**Work to be completed**
Comb through the entries for "gradient" and pull out each line that holds it.

Records from a dataset
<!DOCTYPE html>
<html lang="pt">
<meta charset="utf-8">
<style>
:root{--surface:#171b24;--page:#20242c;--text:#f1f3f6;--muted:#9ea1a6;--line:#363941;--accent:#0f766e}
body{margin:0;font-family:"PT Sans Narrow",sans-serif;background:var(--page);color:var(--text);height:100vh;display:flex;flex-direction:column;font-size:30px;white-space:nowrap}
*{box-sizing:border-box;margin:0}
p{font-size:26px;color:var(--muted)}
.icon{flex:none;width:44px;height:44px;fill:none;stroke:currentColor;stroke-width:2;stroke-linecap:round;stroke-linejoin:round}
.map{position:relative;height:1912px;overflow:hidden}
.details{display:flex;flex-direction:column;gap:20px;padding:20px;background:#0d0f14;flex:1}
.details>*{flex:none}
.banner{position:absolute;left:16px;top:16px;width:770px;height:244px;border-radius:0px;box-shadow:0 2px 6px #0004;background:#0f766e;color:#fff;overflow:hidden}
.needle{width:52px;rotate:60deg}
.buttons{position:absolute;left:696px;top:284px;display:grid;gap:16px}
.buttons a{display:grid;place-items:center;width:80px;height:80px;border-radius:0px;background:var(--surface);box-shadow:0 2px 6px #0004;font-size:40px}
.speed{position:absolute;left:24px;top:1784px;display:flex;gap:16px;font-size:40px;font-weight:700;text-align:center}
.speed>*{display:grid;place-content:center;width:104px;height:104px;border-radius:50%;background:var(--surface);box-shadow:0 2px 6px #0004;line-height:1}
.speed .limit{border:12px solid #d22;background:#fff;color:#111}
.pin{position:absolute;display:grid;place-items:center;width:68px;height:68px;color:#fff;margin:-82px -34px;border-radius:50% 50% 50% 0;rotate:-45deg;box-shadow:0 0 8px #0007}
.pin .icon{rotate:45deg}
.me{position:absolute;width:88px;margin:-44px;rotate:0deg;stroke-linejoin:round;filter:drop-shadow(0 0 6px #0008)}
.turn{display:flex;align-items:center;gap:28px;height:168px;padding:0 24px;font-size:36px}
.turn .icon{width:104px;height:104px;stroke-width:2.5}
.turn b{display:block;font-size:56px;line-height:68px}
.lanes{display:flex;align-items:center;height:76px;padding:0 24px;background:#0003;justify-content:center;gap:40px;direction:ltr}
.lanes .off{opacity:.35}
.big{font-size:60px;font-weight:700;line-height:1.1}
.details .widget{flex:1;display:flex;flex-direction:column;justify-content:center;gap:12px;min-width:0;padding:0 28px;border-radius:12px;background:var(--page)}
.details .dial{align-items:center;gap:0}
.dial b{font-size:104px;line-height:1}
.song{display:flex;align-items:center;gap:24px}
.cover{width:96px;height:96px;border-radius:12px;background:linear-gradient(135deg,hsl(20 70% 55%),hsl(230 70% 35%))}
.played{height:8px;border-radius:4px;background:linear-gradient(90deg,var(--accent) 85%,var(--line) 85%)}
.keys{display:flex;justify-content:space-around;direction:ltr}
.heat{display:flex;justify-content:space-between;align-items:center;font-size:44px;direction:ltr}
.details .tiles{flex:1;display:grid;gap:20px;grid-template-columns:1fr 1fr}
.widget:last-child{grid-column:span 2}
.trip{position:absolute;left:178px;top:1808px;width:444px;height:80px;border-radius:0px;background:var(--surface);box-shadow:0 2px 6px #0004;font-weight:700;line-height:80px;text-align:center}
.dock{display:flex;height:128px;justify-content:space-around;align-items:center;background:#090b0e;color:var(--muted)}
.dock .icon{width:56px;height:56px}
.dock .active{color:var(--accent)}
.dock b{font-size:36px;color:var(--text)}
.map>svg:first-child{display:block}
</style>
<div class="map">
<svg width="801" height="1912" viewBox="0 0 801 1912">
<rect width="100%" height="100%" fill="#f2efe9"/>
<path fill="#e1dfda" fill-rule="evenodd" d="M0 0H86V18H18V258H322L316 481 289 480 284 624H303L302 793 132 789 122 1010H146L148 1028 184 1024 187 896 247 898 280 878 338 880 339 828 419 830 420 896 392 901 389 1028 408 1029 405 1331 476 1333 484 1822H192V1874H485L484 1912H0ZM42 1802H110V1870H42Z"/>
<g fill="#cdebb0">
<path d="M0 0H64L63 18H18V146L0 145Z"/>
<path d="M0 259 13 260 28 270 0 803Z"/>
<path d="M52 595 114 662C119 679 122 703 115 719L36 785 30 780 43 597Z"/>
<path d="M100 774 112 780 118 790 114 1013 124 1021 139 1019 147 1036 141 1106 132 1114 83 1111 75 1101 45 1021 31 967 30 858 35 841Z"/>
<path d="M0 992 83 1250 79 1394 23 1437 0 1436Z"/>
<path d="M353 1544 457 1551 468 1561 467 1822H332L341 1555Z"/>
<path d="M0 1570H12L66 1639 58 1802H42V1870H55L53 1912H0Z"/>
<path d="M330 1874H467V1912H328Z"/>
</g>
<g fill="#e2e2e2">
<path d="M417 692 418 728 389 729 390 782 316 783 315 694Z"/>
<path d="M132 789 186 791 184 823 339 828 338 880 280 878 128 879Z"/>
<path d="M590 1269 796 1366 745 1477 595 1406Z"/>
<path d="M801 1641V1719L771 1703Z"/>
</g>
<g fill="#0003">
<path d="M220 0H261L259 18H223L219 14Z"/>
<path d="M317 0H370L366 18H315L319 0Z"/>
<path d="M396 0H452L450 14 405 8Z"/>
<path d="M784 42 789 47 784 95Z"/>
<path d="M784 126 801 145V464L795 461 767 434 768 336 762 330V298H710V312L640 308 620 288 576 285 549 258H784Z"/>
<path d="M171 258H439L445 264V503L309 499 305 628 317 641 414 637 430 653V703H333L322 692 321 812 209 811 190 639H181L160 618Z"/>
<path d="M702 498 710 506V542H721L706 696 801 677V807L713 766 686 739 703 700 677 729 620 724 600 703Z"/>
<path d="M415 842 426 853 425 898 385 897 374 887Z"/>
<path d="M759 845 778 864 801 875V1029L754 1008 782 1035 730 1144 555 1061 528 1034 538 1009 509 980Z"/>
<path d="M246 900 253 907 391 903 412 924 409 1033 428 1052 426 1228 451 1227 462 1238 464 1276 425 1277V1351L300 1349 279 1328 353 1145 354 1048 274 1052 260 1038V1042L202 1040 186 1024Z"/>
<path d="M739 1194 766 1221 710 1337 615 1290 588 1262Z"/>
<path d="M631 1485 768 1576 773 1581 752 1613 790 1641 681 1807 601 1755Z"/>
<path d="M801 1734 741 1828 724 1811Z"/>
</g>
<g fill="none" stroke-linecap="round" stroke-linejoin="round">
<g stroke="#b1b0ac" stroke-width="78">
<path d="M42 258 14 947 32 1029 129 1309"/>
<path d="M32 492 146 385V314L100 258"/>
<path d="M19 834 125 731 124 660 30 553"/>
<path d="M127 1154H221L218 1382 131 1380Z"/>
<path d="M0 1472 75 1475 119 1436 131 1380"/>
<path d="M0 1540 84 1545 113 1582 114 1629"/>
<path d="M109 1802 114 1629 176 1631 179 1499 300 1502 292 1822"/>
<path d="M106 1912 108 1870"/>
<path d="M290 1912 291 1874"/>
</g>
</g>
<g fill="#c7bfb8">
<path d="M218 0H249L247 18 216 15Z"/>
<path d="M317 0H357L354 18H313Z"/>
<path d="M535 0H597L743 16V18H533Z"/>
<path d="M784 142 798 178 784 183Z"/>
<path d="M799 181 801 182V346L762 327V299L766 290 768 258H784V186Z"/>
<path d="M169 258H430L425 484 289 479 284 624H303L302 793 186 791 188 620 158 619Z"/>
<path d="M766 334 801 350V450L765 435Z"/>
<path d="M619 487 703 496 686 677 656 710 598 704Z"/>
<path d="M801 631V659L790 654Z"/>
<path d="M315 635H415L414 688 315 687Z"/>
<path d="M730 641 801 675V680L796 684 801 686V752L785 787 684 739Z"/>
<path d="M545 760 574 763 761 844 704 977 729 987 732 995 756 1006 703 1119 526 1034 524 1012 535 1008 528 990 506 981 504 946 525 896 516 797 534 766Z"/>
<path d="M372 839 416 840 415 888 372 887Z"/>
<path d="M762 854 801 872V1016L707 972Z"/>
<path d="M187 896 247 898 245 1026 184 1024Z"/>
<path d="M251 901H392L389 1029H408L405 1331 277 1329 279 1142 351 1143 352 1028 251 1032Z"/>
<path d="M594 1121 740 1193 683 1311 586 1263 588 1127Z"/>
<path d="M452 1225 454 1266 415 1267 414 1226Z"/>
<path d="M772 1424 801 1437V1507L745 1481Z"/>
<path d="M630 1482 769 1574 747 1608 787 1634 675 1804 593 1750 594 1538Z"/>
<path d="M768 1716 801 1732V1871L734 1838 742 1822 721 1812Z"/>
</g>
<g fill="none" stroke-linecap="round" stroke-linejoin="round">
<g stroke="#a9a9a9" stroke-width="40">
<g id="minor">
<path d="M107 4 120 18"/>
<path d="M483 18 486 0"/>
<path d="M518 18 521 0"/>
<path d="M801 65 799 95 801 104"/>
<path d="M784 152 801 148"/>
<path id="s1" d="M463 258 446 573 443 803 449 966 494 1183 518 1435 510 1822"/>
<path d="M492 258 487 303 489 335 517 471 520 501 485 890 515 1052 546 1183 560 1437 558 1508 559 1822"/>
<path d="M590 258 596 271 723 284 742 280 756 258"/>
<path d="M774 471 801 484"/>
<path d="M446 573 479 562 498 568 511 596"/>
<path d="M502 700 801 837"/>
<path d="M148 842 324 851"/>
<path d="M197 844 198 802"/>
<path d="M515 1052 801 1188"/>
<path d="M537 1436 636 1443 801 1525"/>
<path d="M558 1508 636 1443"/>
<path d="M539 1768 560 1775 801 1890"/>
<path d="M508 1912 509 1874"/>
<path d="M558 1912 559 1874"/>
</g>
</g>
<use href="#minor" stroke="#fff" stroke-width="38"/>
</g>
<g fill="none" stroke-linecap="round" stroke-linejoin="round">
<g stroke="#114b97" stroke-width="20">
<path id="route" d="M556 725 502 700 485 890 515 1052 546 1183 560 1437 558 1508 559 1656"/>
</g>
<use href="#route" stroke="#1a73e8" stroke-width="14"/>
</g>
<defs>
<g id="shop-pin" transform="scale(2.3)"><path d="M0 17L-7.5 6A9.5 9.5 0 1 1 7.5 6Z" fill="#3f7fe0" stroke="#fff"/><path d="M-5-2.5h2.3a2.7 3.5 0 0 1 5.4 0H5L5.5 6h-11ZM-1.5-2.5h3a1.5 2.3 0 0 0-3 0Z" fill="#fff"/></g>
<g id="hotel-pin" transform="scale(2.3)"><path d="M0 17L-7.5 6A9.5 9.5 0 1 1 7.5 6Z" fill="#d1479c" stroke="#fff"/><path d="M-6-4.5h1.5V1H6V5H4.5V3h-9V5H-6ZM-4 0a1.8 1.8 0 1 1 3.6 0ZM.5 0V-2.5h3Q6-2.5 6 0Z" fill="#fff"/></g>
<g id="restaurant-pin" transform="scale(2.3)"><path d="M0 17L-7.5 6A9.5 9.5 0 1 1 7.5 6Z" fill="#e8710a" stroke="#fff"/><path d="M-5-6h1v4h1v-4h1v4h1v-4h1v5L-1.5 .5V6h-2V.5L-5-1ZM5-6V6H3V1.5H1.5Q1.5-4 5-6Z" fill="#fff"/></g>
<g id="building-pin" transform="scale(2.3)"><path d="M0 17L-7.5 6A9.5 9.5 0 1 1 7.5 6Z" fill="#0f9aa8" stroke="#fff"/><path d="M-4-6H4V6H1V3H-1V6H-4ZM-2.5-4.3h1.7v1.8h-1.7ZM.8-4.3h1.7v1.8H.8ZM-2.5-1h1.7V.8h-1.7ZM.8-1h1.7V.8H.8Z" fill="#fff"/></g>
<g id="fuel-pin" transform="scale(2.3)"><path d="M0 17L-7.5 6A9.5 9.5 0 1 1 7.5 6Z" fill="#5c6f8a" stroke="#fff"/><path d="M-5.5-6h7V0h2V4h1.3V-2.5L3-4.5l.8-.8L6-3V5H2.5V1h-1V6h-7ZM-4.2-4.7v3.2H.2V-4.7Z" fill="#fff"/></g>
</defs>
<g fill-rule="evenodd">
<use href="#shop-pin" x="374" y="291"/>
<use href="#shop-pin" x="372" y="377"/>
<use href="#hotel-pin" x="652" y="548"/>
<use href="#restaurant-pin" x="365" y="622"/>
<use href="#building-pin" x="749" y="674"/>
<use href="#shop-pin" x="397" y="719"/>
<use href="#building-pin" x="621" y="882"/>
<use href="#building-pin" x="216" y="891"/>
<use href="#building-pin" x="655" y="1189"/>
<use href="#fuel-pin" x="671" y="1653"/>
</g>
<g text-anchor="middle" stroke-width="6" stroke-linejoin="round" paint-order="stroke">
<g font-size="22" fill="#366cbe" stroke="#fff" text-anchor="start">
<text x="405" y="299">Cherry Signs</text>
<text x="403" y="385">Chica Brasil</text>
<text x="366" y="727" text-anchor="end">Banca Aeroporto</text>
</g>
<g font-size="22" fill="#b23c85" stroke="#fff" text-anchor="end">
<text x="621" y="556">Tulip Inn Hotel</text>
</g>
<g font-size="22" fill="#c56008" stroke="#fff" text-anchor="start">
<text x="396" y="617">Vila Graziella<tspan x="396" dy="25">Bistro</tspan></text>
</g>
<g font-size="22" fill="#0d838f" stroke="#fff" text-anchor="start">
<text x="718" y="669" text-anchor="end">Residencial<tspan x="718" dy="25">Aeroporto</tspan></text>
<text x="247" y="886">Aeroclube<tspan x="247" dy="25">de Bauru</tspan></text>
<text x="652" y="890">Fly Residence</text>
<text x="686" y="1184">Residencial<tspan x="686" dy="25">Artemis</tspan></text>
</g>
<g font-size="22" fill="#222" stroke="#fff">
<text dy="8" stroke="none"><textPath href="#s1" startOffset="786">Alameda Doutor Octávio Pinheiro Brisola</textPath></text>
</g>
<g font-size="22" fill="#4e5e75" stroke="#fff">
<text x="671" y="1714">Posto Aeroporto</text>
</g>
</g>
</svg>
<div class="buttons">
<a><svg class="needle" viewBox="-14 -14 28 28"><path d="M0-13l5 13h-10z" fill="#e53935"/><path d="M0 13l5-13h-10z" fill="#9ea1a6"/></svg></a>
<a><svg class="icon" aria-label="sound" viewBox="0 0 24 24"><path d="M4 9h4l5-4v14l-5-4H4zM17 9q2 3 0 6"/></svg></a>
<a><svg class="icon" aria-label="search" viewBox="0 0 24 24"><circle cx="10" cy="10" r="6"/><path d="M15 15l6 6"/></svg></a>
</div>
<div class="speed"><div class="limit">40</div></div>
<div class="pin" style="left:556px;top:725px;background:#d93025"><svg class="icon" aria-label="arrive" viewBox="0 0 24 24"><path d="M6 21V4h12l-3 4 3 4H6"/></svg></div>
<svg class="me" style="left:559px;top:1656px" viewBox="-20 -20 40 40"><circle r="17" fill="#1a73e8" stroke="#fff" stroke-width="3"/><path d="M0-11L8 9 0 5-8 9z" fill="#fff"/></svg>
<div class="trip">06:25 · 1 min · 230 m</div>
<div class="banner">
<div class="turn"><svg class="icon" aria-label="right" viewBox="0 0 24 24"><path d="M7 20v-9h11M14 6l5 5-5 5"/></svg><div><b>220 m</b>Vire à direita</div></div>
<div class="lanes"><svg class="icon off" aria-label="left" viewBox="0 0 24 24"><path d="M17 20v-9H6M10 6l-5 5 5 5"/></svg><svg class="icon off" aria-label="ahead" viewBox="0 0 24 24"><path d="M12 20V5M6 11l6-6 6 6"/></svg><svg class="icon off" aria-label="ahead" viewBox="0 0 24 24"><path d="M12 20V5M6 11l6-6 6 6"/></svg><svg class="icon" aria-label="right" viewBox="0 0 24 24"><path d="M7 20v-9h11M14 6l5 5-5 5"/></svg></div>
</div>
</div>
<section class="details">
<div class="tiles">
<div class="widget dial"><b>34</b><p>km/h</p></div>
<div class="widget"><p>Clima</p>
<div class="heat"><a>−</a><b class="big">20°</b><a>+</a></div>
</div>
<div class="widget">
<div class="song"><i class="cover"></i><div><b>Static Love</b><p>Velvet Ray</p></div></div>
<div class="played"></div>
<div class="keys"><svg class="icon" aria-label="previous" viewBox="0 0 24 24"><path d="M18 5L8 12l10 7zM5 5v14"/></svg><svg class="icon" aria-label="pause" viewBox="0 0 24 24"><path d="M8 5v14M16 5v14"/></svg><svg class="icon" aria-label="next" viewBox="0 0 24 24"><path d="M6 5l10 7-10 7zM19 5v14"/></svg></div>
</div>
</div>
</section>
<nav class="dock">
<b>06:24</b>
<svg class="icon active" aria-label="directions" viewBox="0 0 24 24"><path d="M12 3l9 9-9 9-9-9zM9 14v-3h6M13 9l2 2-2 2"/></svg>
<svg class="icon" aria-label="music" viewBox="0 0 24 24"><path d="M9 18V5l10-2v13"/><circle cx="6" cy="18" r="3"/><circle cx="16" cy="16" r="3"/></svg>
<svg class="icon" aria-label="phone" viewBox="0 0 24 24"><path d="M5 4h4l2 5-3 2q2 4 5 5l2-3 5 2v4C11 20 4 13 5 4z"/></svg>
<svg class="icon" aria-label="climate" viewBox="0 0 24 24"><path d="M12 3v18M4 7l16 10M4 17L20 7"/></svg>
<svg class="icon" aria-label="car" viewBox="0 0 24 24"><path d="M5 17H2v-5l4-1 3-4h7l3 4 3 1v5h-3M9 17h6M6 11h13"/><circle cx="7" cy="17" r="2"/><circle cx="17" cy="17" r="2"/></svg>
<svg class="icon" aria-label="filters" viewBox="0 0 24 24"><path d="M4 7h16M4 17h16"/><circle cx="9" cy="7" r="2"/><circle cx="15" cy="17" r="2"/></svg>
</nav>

**Solved problem**
.cover{width:96px;height:96px;border-radius:12px;background:linear-gradient(135deg,hsl(20 70% 55%),hsl(230 70% 35%))}
.played{height:8px;border-radius:4px;background:linear-gradient(90deg,var(--accent) 85%,var(--line) 85%)}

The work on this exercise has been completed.